Published recently in Forest Ecology and Management, the research identifies where endangered butternut trees and their more disease-resistant hybrids are most likely to thrive. Using habitat modeling that combines climate, soil, and genetic data, the team mapped regions across the Midwest and Northeast that are best suited for restoration.
[edit This is what makes this Solarpunk to me, using technology and advanced scientific GIS datasets to figure out where to focus on trying to bring back one of North America’s greatest trees.]
“Butternut has nearly vanished from our forests because of an invasive fungal disease that spread across the landscape a century ago,” said Carrie Fearer, assistant professor in the Department of Forest Resources and Environmental Conservation and senior author of the study. “But we now know that some individuals have natural resistance, and by understanding the conditions that support those trees, we can focus conservation where it will matter most.”
…
The models highlight parts of southern Indiana, western Kentucky, western Michigan, and much of New England as prime regions for resistant butternut.
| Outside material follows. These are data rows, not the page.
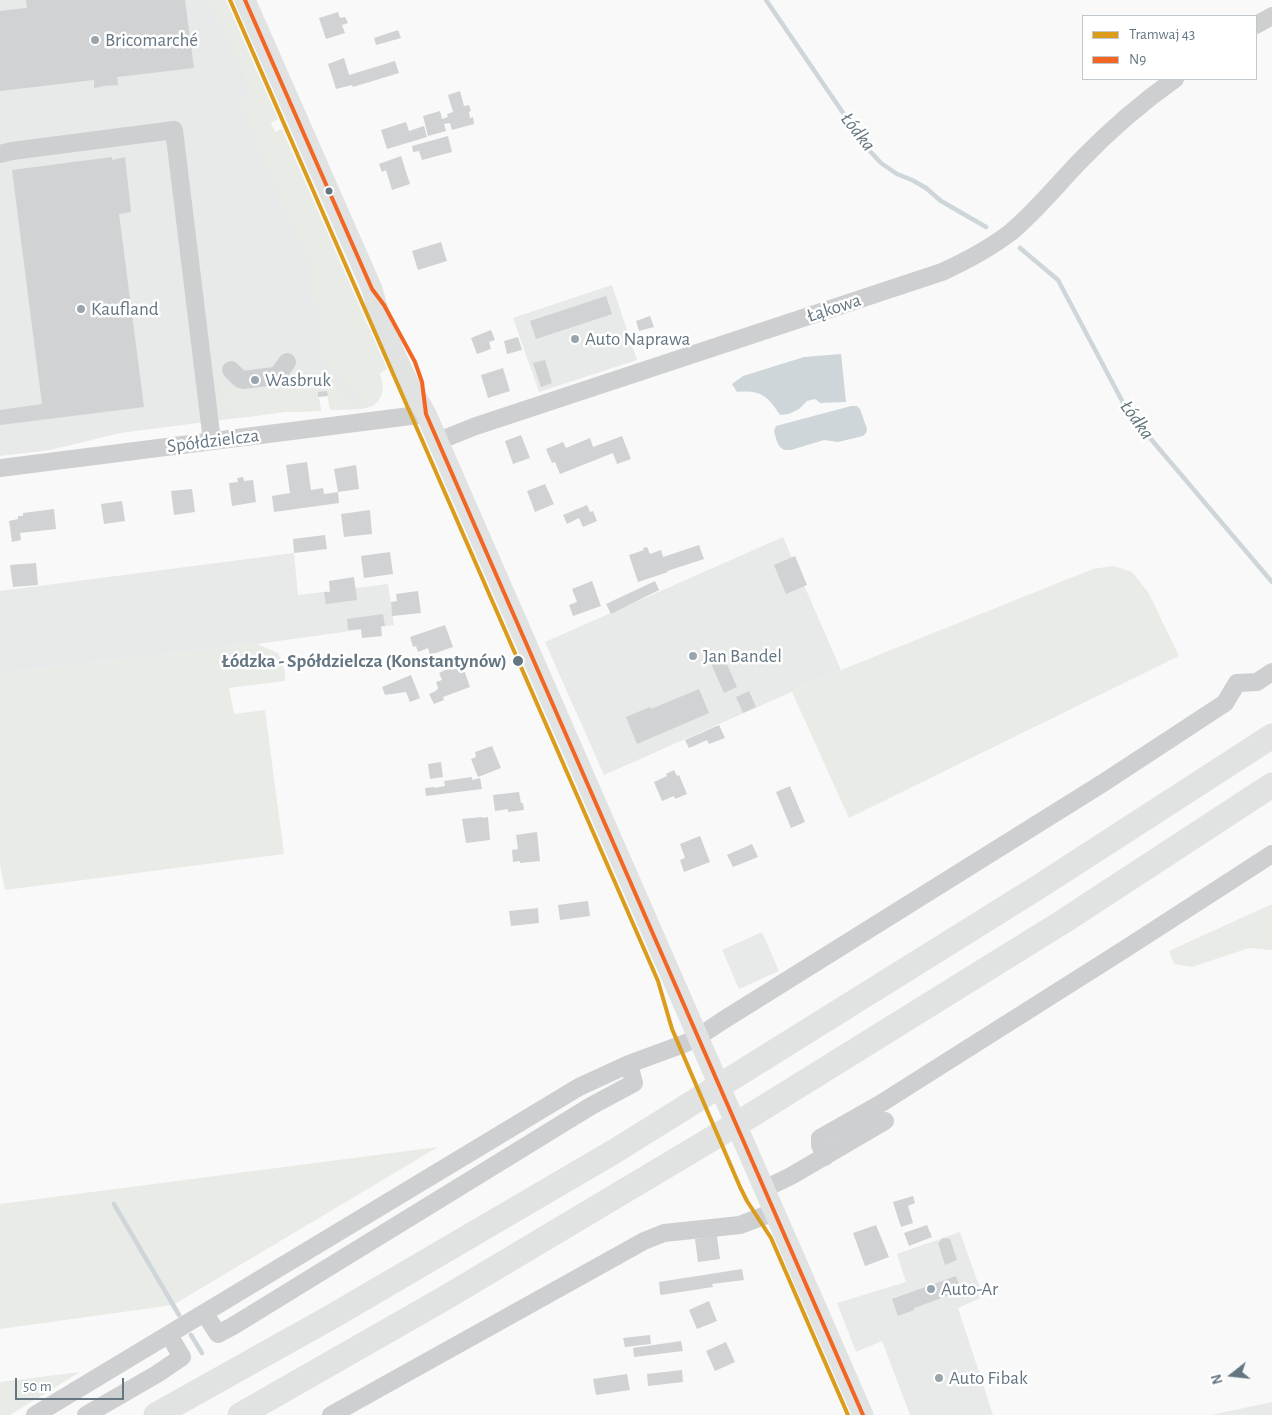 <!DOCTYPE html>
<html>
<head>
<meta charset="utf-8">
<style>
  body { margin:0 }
  #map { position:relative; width:1272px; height:1415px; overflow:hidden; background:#f9f9f9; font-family:"Alegreya Sans",sans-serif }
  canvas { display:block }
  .legend { position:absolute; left:1082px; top:15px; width:175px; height:65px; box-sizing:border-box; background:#fff; border:1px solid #c1c8cd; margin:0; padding:6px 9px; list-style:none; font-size:15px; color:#657683 }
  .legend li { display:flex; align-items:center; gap:10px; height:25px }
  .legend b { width:25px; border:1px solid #c1c8cd }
  .north { position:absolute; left:1207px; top:1350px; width:50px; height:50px; -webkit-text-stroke:4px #fff; paint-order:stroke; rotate:254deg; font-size:14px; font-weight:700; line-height:20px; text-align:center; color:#657683 }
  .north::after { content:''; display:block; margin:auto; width:18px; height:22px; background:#657683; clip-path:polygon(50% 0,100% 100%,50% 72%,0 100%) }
  .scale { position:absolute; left:15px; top:1378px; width:109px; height:22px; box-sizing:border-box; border:2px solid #657683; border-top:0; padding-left:6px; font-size:15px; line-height:18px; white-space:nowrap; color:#657683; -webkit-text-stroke:4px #fff; paint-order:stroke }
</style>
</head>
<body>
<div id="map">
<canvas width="1272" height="1415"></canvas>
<ul class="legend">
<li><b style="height:6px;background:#da9c1a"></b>Tramwaj 43</li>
<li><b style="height:6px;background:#f26522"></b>N9</li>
</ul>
<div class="north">N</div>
<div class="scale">50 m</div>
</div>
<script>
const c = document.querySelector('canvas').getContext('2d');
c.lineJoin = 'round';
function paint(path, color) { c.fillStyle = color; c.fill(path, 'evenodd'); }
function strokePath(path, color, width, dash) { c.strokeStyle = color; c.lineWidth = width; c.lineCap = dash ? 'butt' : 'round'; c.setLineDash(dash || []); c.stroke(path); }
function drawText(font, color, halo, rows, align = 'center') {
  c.font = font + ' "Alegreya Sans",sans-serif'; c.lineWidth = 5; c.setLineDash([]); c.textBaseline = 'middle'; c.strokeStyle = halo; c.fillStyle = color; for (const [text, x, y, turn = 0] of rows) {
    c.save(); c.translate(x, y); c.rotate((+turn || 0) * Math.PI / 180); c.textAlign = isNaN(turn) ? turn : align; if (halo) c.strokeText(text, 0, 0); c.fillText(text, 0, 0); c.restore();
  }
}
paint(new Path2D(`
  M0,0H210L381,372L380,374L383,386L382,394L378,401L373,406L362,409L330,410L327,391L318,392L321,411L284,412L120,433L50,450L0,456Z
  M612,285L637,360L539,392L513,318Z
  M783,537L841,670L604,775L545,642Z
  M294,553L298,595L388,584L394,625L257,644L0,674V591Z
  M762,932L779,971L739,989L722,950Z
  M960,1232L983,1297L958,1308L993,1415H910L882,1341L856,1352L837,1303L906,1282L897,1254Z
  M1272,1402V1415H1211Z`), '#e8e9e9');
paint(new Path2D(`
  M210,0H226L278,119L271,123L275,132L282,129L387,369L380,373C381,387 387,398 370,406L324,364L311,269L242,109L240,97L253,95Z
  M315,365L362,409L330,410L327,391L318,392L321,411L284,412L241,418L234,416L227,411L222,405L218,378H223L225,389L236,388L241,392L283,387L293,369L294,379L316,377Z
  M1113,566L1132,572L1148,592L1179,656L849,818L792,692L841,670L1093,569Z
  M257,644L278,653L285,672V681L229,688L234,714L265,710L284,854L5,890L0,864V674Z
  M1272,904V950L1249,948L1192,967L1174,964L1169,951Z
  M438,1147L173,1305L0,1329V1204Z
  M80,1372L10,1415H0V1382Z`), '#e8ebe6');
paint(new Path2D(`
  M841,354L846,402L820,403L815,399L807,401L799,409L789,414L780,415C767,395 760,390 737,392L732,384L743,376L804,357Z
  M851,406H857L860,409L867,429L866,433L863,436L838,442L824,440L791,450H784L780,447L777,442L774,431L776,426Z`), '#ced6d9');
strokePath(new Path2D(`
  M766,0L867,148L881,163L897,174L912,180L926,188L941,201L986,227
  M1020,248L1058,280L1128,412L1272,582
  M114,1204L179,1315
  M191,1335L202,1353`), '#ced6d9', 4.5);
paint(new Path2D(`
  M26,0H185L194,68L117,77L118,85L104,86L94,88V80L0,91V11L27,8Z
  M338,12L340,18L345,17L348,23L342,25L345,33L326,39L319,18Z
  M398,30L401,38L376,45L374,38Z
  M344,58L349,75L395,61L399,73L353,87L352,85L336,89L328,64Z
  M460,91L464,106L469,105L471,111L469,112L470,118L473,117L474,124L452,130L450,123L444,124L446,131L428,136L423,116L440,111L442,119L448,117L447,114L453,112L448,95Z
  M406,122L409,131L424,126L427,137L387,149L381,130Z
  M448,136L452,152L422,160L419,151L413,152L412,146Z
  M401,156L410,184L392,190L386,170L382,172L379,164Z
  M112,157V160L125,157L131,212L119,214L144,407L0,425V410L42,404L12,170Z
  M441,242L447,261L418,270L412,251Z
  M606,296L612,314L536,339L530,321Z
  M650,316L654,327L639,331L636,321Z
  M491,330L495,340L489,342L491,349L477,354L471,338Z
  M518,337L522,350L507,354L504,341Z
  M545,360L552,383L541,387L533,363Z
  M503,368L510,391L488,398L481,375Z
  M327,391L328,396L318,397V392Z
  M521,435L530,458L513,464L505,441Z
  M622,436L631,459L617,464L613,453L560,474L555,462L552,463L546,449L563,442L566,448L590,438L593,447Z
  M307,462L311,490L323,488L324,494L338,492L339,503L274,512L272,496L290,493L286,465Z
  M356,465L359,489L338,492L334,469Z
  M243,477L244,481L253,480L256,502L232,506L229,483L238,482L237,478Z
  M545,484L554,504L535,512L527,491Z
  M192,489L195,512L174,515L171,491Z
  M122,501L125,521L104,524L101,504Z
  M587,505L590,512L593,511L597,521L583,527L579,518L567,524L563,515Z
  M54,509L56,529L20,533L21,540L12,542L9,521L18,519V516H23V513Z
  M370,510L372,534L344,537L341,514Z
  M325,535L327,549L294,553L293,539Z
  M699,545L704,559L667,571L668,572L638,582L629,555L644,550L643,548L647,547L650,554L661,550L663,557Z
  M390,552L393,574L364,578L361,556Z
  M795,556L807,585L786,594L774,565Z
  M36,563L38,585L13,587L10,565Z
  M354,577L357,600L326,604L324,592H330L329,581Z
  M592,581L601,606L573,616L569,605L577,602L572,589Z
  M655,581L659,590L611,614L606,604Z
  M418,591L421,613L392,616L391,602L397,601L396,594Z
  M383,614L385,626H381L382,636L362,638L361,629L348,630L347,619Z
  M445,625L453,647L430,655L428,648L418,652L416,646L413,647L410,637Z
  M722,653L737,687L724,693L709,659Z
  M454,666L455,669L463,667L470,687L443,697L444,700L434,704L429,694L436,691L438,688L436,682L442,680L439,673Z
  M411,675L420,698L410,702L406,692L385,695L382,687Z
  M699,689L709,713L637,744L626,717L650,707L651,709Z
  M749,691L756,707L743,713L736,697Z
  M719,725L725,738L709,744L707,740L689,748L685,740Z
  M492,746L501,768L478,777L471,759L476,757L475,752Z
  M441,762L443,777L430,779L428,764Z
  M674,770L677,776L679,775L687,794L675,799L674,796L662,801L654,782L667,776L666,774Z
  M472,777V780L480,778L482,789L426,796L425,788L434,787V788L445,786L444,781Z
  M790,786L805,822L791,828L776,792Z
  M519,792L521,803H523L524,810L508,812V809L495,811L493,795Z
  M482,817V818L488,817L490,840L466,843L462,819Z
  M537,832L540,861L520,863V861L513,862L512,850L518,849L516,835Z
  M700,836L710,862L684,872L680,860L685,858L680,844Z
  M752,844L758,857L733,867L727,855Z
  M588,901L590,916L560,920L558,905Z
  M538,908L539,923L511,926L509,911Z
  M913,1196L915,1203L908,1206L913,1223L901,1227L893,1202Z
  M876,1225L889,1257L865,1266L853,1233Z
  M927,1225L932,1237L909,1246L904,1233Z
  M717,1236L720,1259L698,1262L695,1239Z
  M943,1238L950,1239L957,1260L945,1265L938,1243Z
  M742,1269L744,1280L712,1284L713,1287L661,1295L660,1293L659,1282Z
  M956,1276L961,1291L914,1308V1310L898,1316L892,1299Z
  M709,1301L717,1321L697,1329L689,1310Z
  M650,1335L651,1344L625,1347L623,1338Z
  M681,1341L683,1351L634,1357L633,1348Z
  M726,1342L735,1362L715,1371L706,1351Z
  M682,1370L683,1382L648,1386L647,1374Z
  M627,1374L630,1390L596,1395L593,1379Z`), '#d0d2d3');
strokePath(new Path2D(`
  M1256,25L1272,16
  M0,154L12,151L174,130L212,441
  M231,370L240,379L243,380L275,376L278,375L287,362
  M438,441L476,426L942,272C966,261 989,249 1011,232C1036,211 1057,185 1080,161C1109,131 1141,103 1175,79
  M0,468L426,414
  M825,1157L820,1145V1138L880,1104L1125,949L1272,854
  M764,1189L791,1176L885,1121
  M205,1314L218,1334L233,1326L591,1106L634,1083L629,1064
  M35,1415L579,1087L629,1064L686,1043L698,1037L722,1021L1103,783L1225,703L1237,683L1257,682L1272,672
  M86,1415L157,1374L182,1357L169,1335
  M331,1415L644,1241L664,1233L740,1225L774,1212`), '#cecfd0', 18);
strokePath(new Path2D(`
  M245,0L372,289C383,333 403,375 426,414L863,1415`), '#e1e2e2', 21);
strokePath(new Path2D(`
  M156,1415L333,1316L615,1151L1040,886L1272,736
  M240,1415L445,1298L750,1116L1064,921L1272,785`), '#e1e2e2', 25);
strokePath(new Path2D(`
  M245,0L372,289L384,305L415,362L422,382L426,414L863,1415`), '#f26522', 4);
strokePath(new Path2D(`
  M230,0L658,981L672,1029L740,1187L747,1201L771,1238L848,1415`), '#da9c1a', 4);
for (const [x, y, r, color] of [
  [95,40,5,"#99a4ac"],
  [329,191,4.5,"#657683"],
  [81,309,5,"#99a4ac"],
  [575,339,5,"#99a4ac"],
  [255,380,5,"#99a4ac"],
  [693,656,5,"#99a4ac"],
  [518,661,6,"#657683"],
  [931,1289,5,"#99a4ac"],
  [939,1378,5,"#99a4ac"]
]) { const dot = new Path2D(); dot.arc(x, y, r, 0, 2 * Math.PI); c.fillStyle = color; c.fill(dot); strokePath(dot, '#fff', 2); }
drawText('19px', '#657683', '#fff', [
  ["Bricomarché",105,40],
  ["Kaufland",91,309],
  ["Auto Naprawa",585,339],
  ["Wasbruk",265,380],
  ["Jan Bandel",703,656],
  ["Auto-Ar",941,1289],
  ["Auto Fibak",949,1378]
], 'left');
drawText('19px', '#657683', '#fff', [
  ["Łąkowa",834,308,-18],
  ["Spółdzielcza",213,441,-7]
]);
drawText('bold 19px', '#657683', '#fff', [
  ["Łódzka - Spółdzielcza (Konstantynów)",507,661]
], 'right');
drawText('italic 20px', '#60757c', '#fff', [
  ["Łódka",858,132,52],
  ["Łódka",1137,420,54]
]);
</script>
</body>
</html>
The results also identify areas where naturally occurring hybrids, crosses between native butternut and the disease-tolerant Japanese walnut, may already be helping the species persist.
“This study gives forest managers a conservation map,” said Fearer, also an affiliated faculty member of the Fralin Life Sciences Institute. “It tells us which combinations of temperature, precipitation, and soil carbon tend to support resistant butternuts. Those insights help us protect the right trees and guide future restoration planting.”
The findings have broader ecological implications, too. Butternuts are valuable “mast trees,” producers of large nuts that feed wildlife such as turkeys, deer, and bears. Their decline has ripple effects across forest ecosystems and the communities that depend on them.